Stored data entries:
= Beginning of Section =
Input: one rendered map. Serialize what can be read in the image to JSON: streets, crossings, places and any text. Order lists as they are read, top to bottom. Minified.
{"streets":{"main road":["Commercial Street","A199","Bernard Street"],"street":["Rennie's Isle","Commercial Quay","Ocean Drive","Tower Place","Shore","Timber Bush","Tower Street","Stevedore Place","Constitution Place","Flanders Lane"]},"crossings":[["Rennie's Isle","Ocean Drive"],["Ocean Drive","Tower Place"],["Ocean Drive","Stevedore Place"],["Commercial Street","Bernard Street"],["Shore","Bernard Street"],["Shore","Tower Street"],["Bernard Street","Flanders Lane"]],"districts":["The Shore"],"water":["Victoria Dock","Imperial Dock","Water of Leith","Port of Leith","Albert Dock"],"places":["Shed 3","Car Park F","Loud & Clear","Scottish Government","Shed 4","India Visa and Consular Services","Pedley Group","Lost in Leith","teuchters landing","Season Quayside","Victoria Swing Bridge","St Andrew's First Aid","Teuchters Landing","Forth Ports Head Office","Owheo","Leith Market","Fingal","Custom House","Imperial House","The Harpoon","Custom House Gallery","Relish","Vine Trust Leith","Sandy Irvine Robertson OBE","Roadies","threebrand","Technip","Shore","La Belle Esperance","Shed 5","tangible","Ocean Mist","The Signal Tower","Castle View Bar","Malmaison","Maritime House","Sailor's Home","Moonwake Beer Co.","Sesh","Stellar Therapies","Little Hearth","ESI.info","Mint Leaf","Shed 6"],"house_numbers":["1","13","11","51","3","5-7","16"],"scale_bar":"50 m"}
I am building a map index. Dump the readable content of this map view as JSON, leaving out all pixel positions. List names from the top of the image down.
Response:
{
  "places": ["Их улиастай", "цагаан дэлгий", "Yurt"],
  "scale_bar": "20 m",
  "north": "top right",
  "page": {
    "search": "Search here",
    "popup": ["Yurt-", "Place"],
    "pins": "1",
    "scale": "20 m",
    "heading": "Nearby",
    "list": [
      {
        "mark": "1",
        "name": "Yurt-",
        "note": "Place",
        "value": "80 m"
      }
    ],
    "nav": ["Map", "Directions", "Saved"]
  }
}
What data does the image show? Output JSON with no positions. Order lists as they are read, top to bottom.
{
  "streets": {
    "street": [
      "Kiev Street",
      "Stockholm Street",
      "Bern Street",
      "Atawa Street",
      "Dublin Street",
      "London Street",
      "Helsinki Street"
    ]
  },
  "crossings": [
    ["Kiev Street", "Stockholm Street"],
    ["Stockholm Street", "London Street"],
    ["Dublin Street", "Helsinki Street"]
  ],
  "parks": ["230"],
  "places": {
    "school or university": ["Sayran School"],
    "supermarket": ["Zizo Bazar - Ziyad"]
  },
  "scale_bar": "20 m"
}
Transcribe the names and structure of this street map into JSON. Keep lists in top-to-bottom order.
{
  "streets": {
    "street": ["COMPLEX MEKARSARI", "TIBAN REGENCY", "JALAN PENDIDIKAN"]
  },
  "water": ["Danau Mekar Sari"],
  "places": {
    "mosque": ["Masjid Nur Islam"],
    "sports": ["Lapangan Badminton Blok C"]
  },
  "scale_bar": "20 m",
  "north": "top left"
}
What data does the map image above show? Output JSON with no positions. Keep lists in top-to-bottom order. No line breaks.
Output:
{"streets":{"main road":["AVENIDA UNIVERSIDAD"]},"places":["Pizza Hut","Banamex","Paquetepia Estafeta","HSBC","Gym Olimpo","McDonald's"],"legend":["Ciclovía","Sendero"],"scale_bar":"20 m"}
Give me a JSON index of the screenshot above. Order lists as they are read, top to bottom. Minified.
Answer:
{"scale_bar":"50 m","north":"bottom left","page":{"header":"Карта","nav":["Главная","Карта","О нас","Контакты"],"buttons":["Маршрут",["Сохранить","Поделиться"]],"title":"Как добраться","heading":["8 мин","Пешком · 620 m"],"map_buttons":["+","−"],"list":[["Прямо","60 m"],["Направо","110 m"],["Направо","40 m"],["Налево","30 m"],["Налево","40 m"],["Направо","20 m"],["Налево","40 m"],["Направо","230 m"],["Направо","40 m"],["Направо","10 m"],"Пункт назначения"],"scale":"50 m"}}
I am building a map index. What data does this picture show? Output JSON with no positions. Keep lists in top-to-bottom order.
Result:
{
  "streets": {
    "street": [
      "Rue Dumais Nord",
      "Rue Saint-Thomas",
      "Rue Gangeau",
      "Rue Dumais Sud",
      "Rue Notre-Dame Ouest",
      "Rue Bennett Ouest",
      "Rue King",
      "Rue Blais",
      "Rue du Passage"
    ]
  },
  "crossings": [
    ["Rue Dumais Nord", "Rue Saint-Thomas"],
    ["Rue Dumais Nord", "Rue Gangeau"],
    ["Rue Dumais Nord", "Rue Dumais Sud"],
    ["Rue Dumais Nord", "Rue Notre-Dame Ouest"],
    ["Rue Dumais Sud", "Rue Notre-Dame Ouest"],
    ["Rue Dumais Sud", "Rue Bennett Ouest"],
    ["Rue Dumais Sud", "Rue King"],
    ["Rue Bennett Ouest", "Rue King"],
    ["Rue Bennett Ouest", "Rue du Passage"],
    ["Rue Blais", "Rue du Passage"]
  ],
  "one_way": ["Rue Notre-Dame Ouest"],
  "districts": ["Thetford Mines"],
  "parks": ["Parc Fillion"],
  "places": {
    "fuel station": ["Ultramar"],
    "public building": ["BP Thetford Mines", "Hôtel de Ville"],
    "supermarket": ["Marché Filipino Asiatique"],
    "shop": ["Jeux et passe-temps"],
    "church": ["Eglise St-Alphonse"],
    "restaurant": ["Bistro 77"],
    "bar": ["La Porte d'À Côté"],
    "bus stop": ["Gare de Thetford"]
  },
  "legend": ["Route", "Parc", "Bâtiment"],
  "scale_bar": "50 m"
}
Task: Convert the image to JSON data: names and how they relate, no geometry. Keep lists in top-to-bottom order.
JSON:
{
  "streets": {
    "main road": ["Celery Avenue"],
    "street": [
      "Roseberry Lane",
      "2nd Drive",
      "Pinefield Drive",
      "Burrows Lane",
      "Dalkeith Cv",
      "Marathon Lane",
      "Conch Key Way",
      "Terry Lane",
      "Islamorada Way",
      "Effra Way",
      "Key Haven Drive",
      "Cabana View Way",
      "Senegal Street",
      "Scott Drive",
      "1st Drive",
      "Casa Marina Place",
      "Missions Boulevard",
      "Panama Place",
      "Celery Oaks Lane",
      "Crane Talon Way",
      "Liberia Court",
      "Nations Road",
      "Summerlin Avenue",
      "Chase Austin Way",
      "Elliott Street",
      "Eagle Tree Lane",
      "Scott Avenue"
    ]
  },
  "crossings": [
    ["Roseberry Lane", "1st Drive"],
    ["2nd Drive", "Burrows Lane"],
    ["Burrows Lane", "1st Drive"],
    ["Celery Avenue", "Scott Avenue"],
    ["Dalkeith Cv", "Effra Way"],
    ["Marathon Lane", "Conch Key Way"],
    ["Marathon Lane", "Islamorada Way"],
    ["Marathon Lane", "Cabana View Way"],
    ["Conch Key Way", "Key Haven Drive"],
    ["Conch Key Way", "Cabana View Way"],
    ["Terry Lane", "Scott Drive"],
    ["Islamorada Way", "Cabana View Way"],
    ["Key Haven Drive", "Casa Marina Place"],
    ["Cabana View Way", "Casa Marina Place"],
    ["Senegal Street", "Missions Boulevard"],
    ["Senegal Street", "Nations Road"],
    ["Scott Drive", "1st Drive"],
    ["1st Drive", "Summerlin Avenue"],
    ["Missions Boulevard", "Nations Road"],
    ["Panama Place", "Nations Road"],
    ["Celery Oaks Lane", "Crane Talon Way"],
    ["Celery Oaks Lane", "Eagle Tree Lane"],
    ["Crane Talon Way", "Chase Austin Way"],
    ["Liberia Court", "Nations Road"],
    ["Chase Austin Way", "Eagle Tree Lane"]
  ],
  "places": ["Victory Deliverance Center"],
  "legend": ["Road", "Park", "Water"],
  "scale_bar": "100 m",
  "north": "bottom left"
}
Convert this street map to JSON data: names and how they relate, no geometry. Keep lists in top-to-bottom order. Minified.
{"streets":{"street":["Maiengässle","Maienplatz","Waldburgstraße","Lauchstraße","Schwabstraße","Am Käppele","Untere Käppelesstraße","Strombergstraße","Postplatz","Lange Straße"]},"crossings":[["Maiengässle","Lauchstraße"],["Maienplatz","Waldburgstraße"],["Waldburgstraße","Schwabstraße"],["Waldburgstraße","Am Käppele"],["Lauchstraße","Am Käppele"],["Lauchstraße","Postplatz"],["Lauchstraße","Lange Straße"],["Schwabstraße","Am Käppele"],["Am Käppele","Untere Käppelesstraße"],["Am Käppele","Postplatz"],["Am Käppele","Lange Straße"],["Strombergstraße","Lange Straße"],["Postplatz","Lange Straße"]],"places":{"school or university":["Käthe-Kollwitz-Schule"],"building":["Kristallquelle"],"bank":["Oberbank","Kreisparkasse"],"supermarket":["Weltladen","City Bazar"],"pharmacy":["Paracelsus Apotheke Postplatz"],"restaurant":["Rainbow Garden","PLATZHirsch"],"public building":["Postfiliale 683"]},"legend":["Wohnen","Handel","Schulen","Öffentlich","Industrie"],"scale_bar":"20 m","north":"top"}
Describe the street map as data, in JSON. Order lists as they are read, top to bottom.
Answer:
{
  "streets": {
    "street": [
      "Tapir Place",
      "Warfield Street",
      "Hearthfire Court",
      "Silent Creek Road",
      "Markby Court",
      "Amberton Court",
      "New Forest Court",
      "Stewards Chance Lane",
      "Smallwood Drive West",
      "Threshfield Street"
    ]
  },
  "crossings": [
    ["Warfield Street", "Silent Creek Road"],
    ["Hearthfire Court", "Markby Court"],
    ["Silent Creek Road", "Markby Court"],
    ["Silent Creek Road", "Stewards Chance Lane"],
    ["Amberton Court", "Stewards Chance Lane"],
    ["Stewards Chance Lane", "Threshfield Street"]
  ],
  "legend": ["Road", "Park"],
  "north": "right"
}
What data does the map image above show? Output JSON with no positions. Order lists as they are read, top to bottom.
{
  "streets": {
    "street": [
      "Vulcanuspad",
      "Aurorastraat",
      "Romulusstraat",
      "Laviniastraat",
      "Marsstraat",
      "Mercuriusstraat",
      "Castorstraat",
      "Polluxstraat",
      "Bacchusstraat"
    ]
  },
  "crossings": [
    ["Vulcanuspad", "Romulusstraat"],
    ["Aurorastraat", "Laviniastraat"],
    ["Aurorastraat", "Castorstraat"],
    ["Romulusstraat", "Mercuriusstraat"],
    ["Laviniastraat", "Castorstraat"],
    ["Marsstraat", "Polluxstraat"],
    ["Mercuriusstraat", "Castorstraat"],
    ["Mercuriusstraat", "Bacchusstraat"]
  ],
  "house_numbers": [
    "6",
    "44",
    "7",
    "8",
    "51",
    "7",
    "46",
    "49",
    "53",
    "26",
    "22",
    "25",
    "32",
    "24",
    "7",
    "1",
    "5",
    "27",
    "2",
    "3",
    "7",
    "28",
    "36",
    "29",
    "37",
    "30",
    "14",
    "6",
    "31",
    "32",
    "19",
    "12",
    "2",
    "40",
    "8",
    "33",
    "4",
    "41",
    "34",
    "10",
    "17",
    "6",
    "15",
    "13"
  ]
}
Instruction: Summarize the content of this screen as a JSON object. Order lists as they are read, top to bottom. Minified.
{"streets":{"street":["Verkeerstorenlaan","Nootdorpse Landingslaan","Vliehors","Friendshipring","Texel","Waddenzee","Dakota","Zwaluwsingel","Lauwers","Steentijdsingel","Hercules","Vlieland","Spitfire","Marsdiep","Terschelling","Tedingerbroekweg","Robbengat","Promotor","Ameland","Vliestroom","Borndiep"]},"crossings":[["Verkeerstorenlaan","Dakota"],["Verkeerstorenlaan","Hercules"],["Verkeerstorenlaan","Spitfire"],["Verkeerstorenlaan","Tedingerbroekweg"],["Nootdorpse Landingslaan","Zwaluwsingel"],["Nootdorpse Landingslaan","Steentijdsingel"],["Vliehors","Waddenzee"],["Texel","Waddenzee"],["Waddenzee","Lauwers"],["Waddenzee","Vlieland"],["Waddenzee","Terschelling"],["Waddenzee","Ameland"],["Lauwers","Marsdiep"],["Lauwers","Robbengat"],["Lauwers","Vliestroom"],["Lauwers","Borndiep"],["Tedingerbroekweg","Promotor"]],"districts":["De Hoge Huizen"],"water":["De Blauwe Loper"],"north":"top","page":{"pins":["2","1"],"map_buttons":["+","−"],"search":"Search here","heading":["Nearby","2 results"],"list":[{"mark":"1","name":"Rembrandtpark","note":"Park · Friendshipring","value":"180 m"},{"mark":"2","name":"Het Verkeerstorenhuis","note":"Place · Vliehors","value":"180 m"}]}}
= End of Section =
ACTION ITEM:
Which lines in the records above hold the string "Court"? Copy each of them.

RESPONSE TO THE EXERCISE:
      "Liberia Court",
    ["Liberia Court", "Nations Road"],
      "Hearthfire Court",
      "Markby Court",
      "Amberton Court",
      "New Forest Court",
    ["Hearthfire Court", "Markby Court"],
    ["Silent Creek Road", "Markby Court"],
    ["Amberton Court", "Stewards Chance Lane"],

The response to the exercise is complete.